According to Creditcards.com, about 40 percent of Americans carry credit card debt from month to month without paying it off. The website also says the average interest rate on those credit cards is more than 13 percent. So it’s easy to see why cardholders often struggle to pay down their credit card balances.
Here are 7 Life Hacks to get out of credit card debt:
1. Stop using your credit cards until you pay them off.
Interest rates of 15, 20, or even 25 percent or more can cause credit card balances to grow rapidly. People often find themselves on a debt treadmill, struggling to make the minimum payments and watching their principal balances grow. Stop chasing your debt balances. Use cash or a debit card until your credit cards are paid off. That way, you can focus on paying down your balances. And you won’t be tempted to spend more than you can afford to pay.
2. Track your expenses to ensure that you spend less than you earn.
It’s a basic concept, but some consumers don’t know exactly how they spend their money each month. They may have good intentions, but they often seem to be short on money. Step one is to track each and every dime you spend. Keep your receipts. Log payments in a notebook. After you understand where your money is being spent, then you can look for ways to cut costs.
3. Cut out discretionary expenses until you get out of debt.
You may need to make some sacrifices for a few months, as you direct as much money as possible toward your credit card balances. Cut back on eating out. Avoid going to concerts or the movie theater. Take a vacation close to home, or even consider a staycation. You’ll need to endure some short-term pain for long-term gain. If you have cable or satellite TV, you may be surprised how much you can save if you call and try to negotiate a better rate.
4. Look for ways to earn extra income.
Have you considered getting a part-time job? You may be able to find part-time weekend or evening work if you think you can juggle two jobs. Or you can consider non-traditional activities such as becoming a mystery shopper. Seriously, opportunities like this do exist. Market research companies pay consumers to perform shopping assignments and report back on their experiences. Reputable market research companies will never ask you to pay any money up front to participate. For more information, check out the Mystery Shopping Providers Association website.
5. Call your creditors. Talk to your creditors to see if they will offer you any concessions. Tell them you are trying to pay off all of your credit card debt and need some assistance. They may be willing to lower your interest rate. Or put you on a short-term repayment plan. You won’t know until you ask.
6. Talk to a credit counselor. A reputable, non-profit consumer credit counseling organization will work with you free of charge to develop a budget, explore options for getting out of debt, and provide you with a customized action plan. You may be a candidate for a debt management plan, for which creditors often lower interest rates, stop collection activity, waive late fees and waive over limit fees. Check out GreenPath or another member of the National Foundation for Credit Counseling. Your counseling session is free, so you have nothing to lose.
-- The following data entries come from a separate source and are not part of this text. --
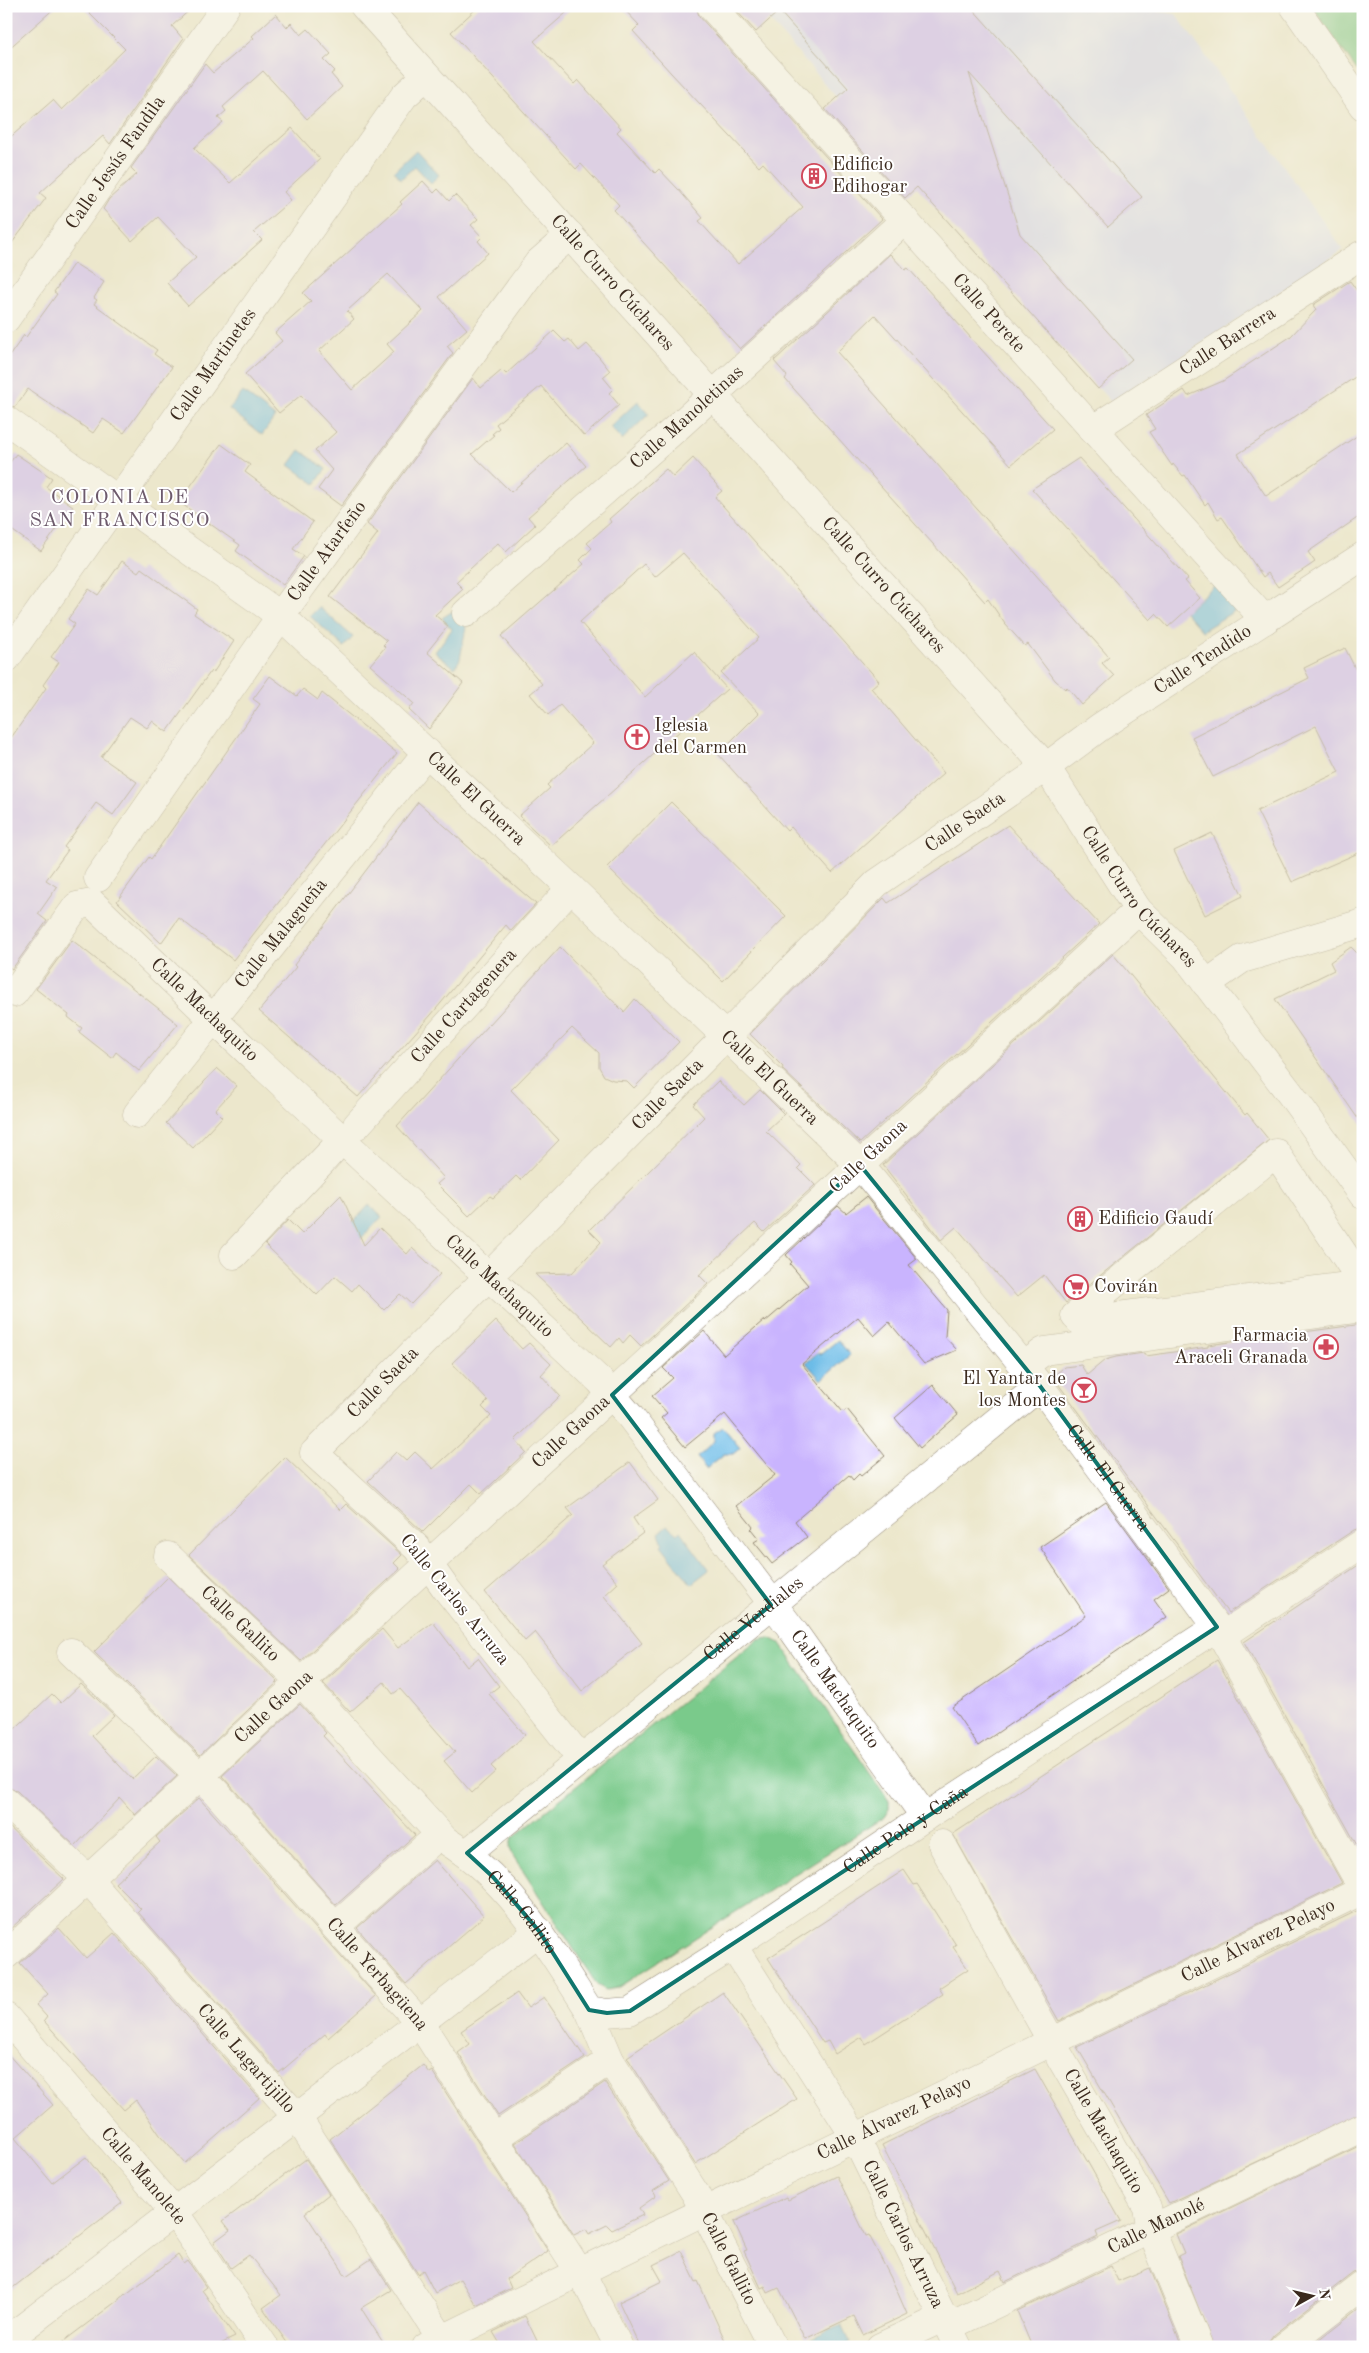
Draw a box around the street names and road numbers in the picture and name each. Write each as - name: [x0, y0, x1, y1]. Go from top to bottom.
- street label: Calle Jesús Fandila: [63, 92, 169, 233]
- street label: Calle Curro Cúchares: [547, 211, 678, 355]
- street label: Calle Perete: [948, 270, 1029, 357]
- street label: Calle Barrera: [1176, 303, 1280, 380]
- street label: Calle Martinetes: [167, 305, 260, 425]
- street label: Calle Manoletinas: [627, 362, 747, 473]
- street label: Calle Atarfeño: [284, 498, 370, 605]
- street label: Calle Curro Cúchares: [818, 514, 949, 657]
- street label: Calle Tendido: [1151, 621, 1255, 699]
- street label: Calle El Guerra: [423, 748, 529, 850]
- street label: Calle Saeta: [922, 788, 1009, 856]
- street label: Calle Curro Cúchares: [1077, 823, 1200, 971]
- street label: Calle Malagueña: [232, 875, 331, 992]
- street label: Calle Cartagenera: [408, 945, 521, 1067]
- street label: Calle Machaquito: [147, 955, 262, 1066]
- street label: Calle El Guerra: [717, 1027, 822, 1130]
- street label: Calle Saeta: [629, 1055, 708, 1134]
- street label: Calle Gaona: [826, 1116, 912, 1198]
- street label: Calle Machaquito: [441, 1232, 557, 1342]
- street label: Calle Saeta: [344, 1343, 423, 1422]
- street label: Calle Gaona: [529, 1391, 614, 1473]
- street label: Calle El Guerra: [1062, 1421, 1153, 1536]
- street label: Calle Carlos Arruza: [395, 1531, 513, 1670]
- street label: Calle Verdiales: [700, 1573, 807, 1665]
- street label: Calle Gallito: [197, 1582, 283, 1666]
- street label: Calle Machaquito: [786, 1627, 883, 1752]
- street label: Calle Gaona: [231, 1666, 317, 1748]
- street label: Calle Polo y Caña: [840, 1782, 972, 1878]
- street label: Calle Gallito: [482, 1867, 560, 1958]
- street label: Calle Álvarez Pelayo: [1178, 1896, 1338, 1987]
- street label: Calle Yerbagüena: [322, 1914, 432, 2035]
- street label: Calle Lagartijillo: [193, 2001, 299, 2117]
- street label: Calle Machaquito: [1060, 2066, 1147, 2197]
- street label: Calle Álvarez Pelayo: [814, 2073, 974, 2164]
- street label: Calle Manolete: [96, 2124, 189, 2228]
- street label: Calle Carlos Arruza: [858, 2157, 947, 2312]
- street label: Calle Manolé: [1105, 2195, 1208, 2258]
- street label: Calle Gallito: [697, 2210, 760, 2308]

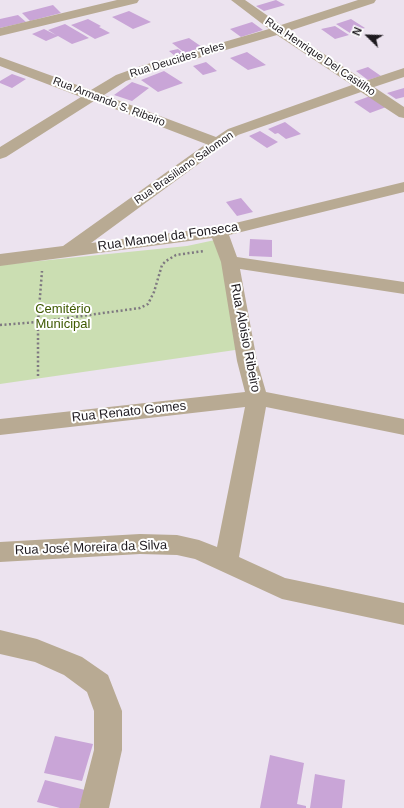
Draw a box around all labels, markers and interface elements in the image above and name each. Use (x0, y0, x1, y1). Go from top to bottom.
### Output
street label: Rua Henrique Del Castilho (262, 15, 378, 99)
north arrow (348, 16, 388, 56)
text: N (350, 25, 364, 37)
street label: Rua Deucides Teles (128, 39, 226, 81)
street label: Rua Armando S. Ribeiro (51, 74, 167, 130)
street label: Rua Brasiliano Salomon (132, 129, 236, 207)
street label: Rua Manoel da Fonseca (97, 219, 239, 255)
street label: Rua Aloisio Ribeiro (227, 282, 263, 394)
park label: Cemitério Municipal (35, 301, 91, 332)
street label: Rua Renato Gomes (71, 398, 187, 426)
street label: Rua José Moreira da Silva (15, 538, 167, 558)

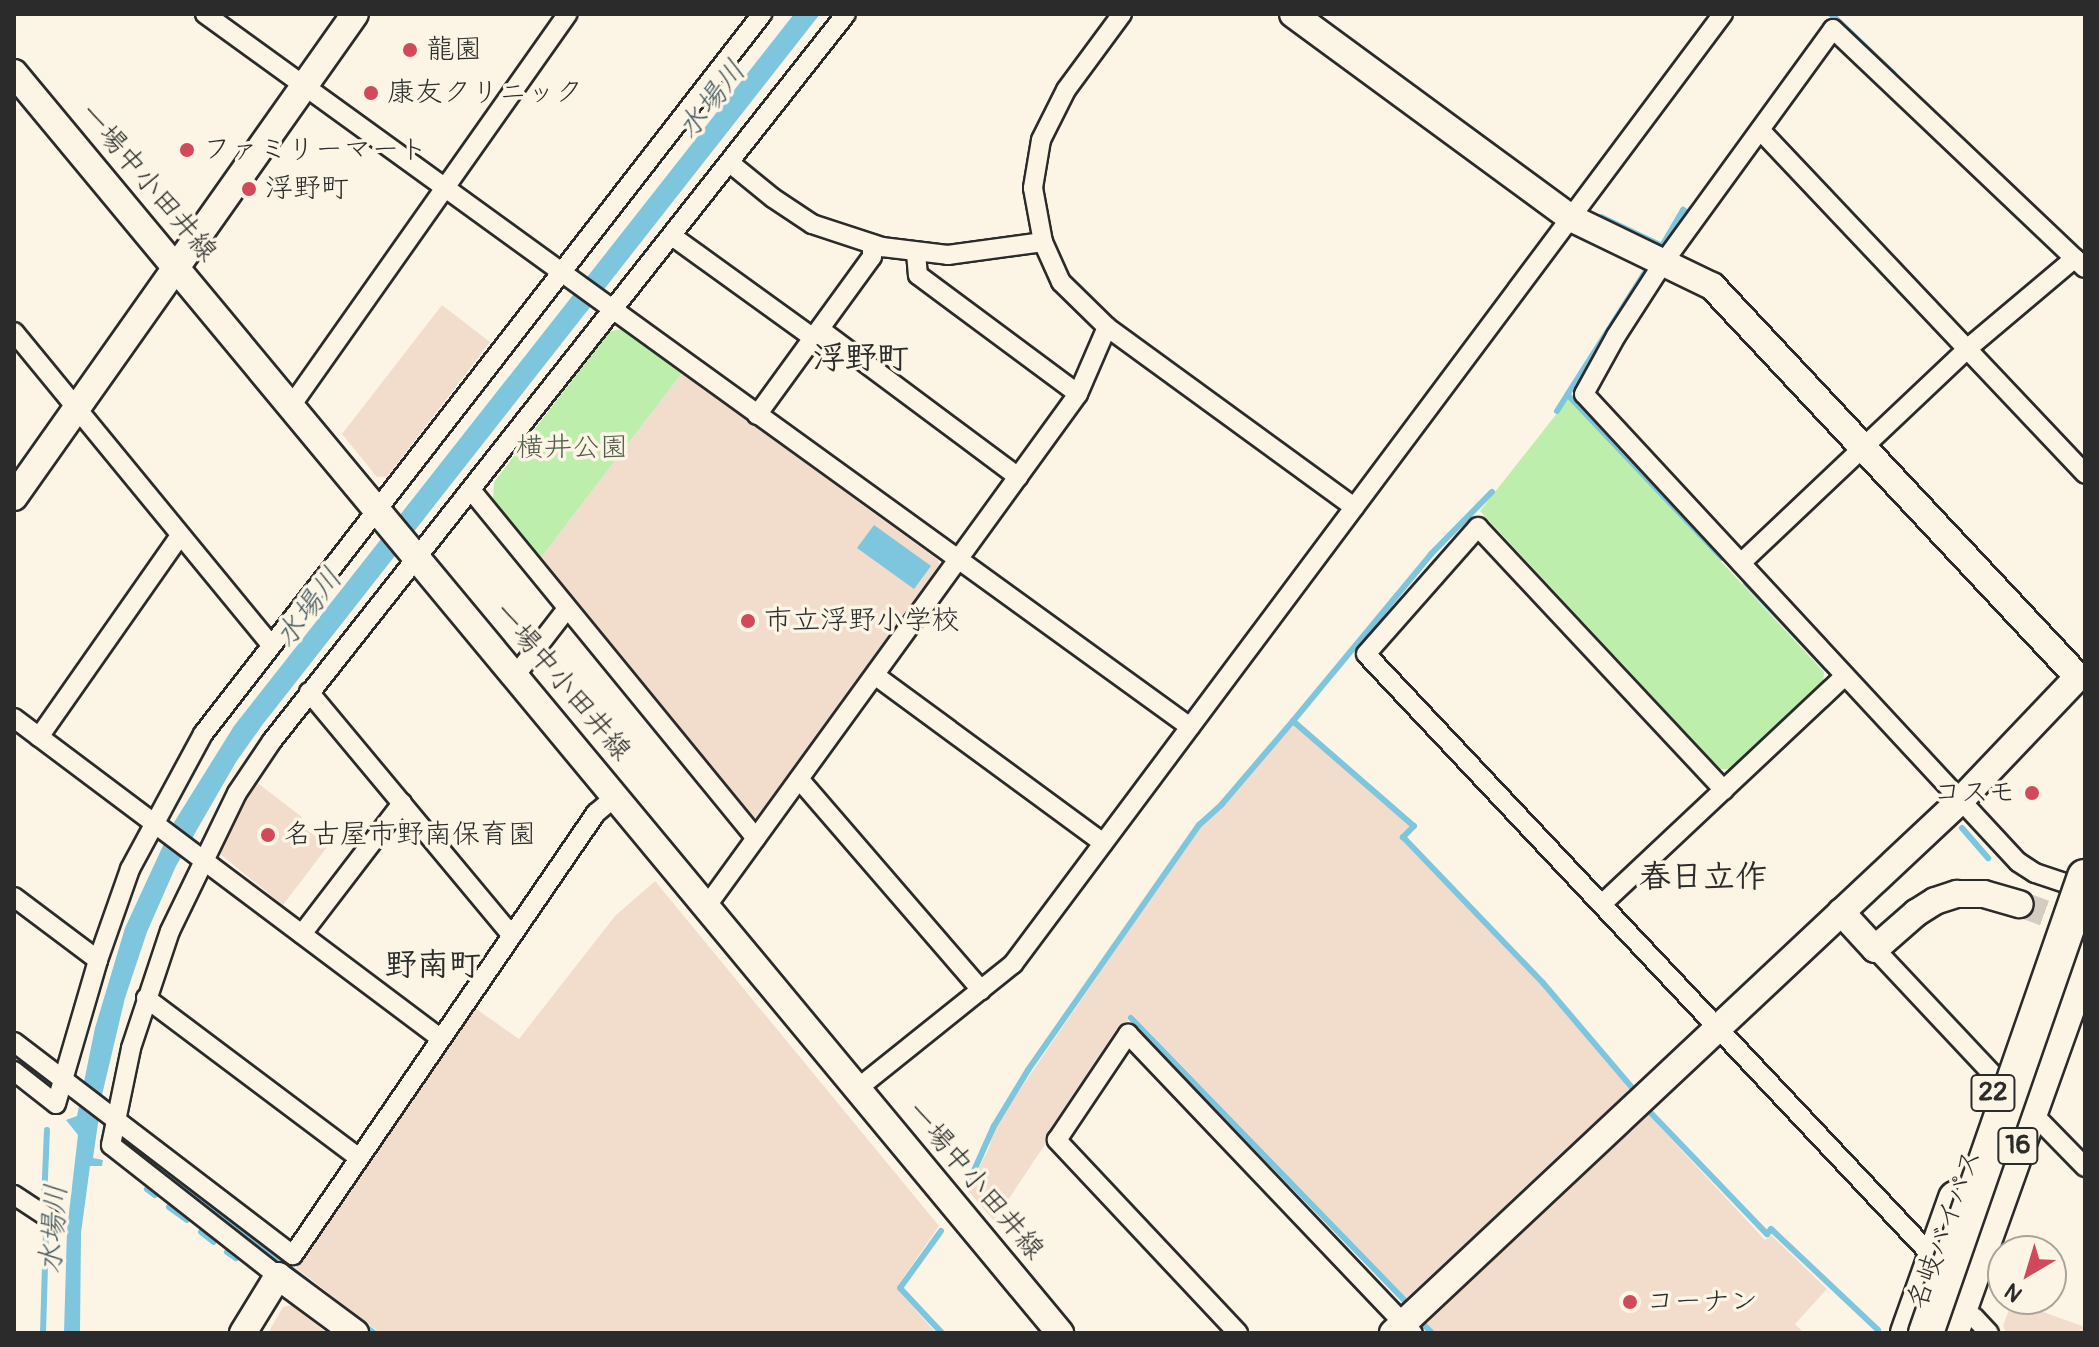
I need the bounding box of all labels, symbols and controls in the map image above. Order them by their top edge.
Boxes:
place label: 龍園 [426,33,482,67]
marker: 龍園 [401,41,419,59]
water label: 水場川 [670,53,754,147]
place label: 康友クリニック [387,76,583,110]
marker: 康友クリニック [362,84,380,102]
street label: 一場中小田井線 [72,97,224,269]
place label: ファミリーマート [203,133,427,167]
marker: ファミリーマート [178,141,196,159]
place label: 浮野町 [265,172,349,206]
marker: 浮野町 [240,180,258,198]
district label: 浮野町 [813,339,909,377]
park label: 横井公園 [516,431,628,465]
water label: 水場川 [268,561,350,655]
street label: 一場中小田井線 [486,596,638,768]
place label: 市立浮野小学校 [764,604,960,638]
marker: 市立浮野小学校 [739,612,757,630]
place label: コスモ [1932,776,2016,810]
marker: コスモ [2023,784,2041,802]
place label: 名古屋市野南保育園 [284,818,536,852]
marker: 名古屋市野南保育園 [259,826,277,844]
district label: 春日立作 [1639,858,1767,896]
district label: 野南町 [385,946,481,984]
road number: 22 [1969,1071,2017,1115]
street label: 一場中小田井線 [899,1095,1051,1267]
road number: 16 [1996,1124,2040,1168]
street label: 名岐バイパス [1900,1144,1990,1314]
water label: 水場川 [33,1183,75,1275]
north arrow [1987,1235,2067,1315]
text: N [1999,1277,2028,1308]
place label: コーナン [1646,1285,1758,1319]
marker: コーナン [1621,1293,1639,1311]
7. Develop a plan, set goals and reward yourself. Set realistic dates for when you would like to pay off a bill. Post your goals where you can see them each day, and work to meet those dates. When you pay off a credit card or other bill, be sure to celebrate your success. Treat yourself to some type of small reward, like a decadent dessert, dinner out or a night at the movies.
After you are able to get out of credit card debt, make sure you STAY out of credit card debt and remember you are not alone on the journey to Financial Wellness. Implementing these best practices on an ongoing basis will help ensure that you enjoy a positive financial future.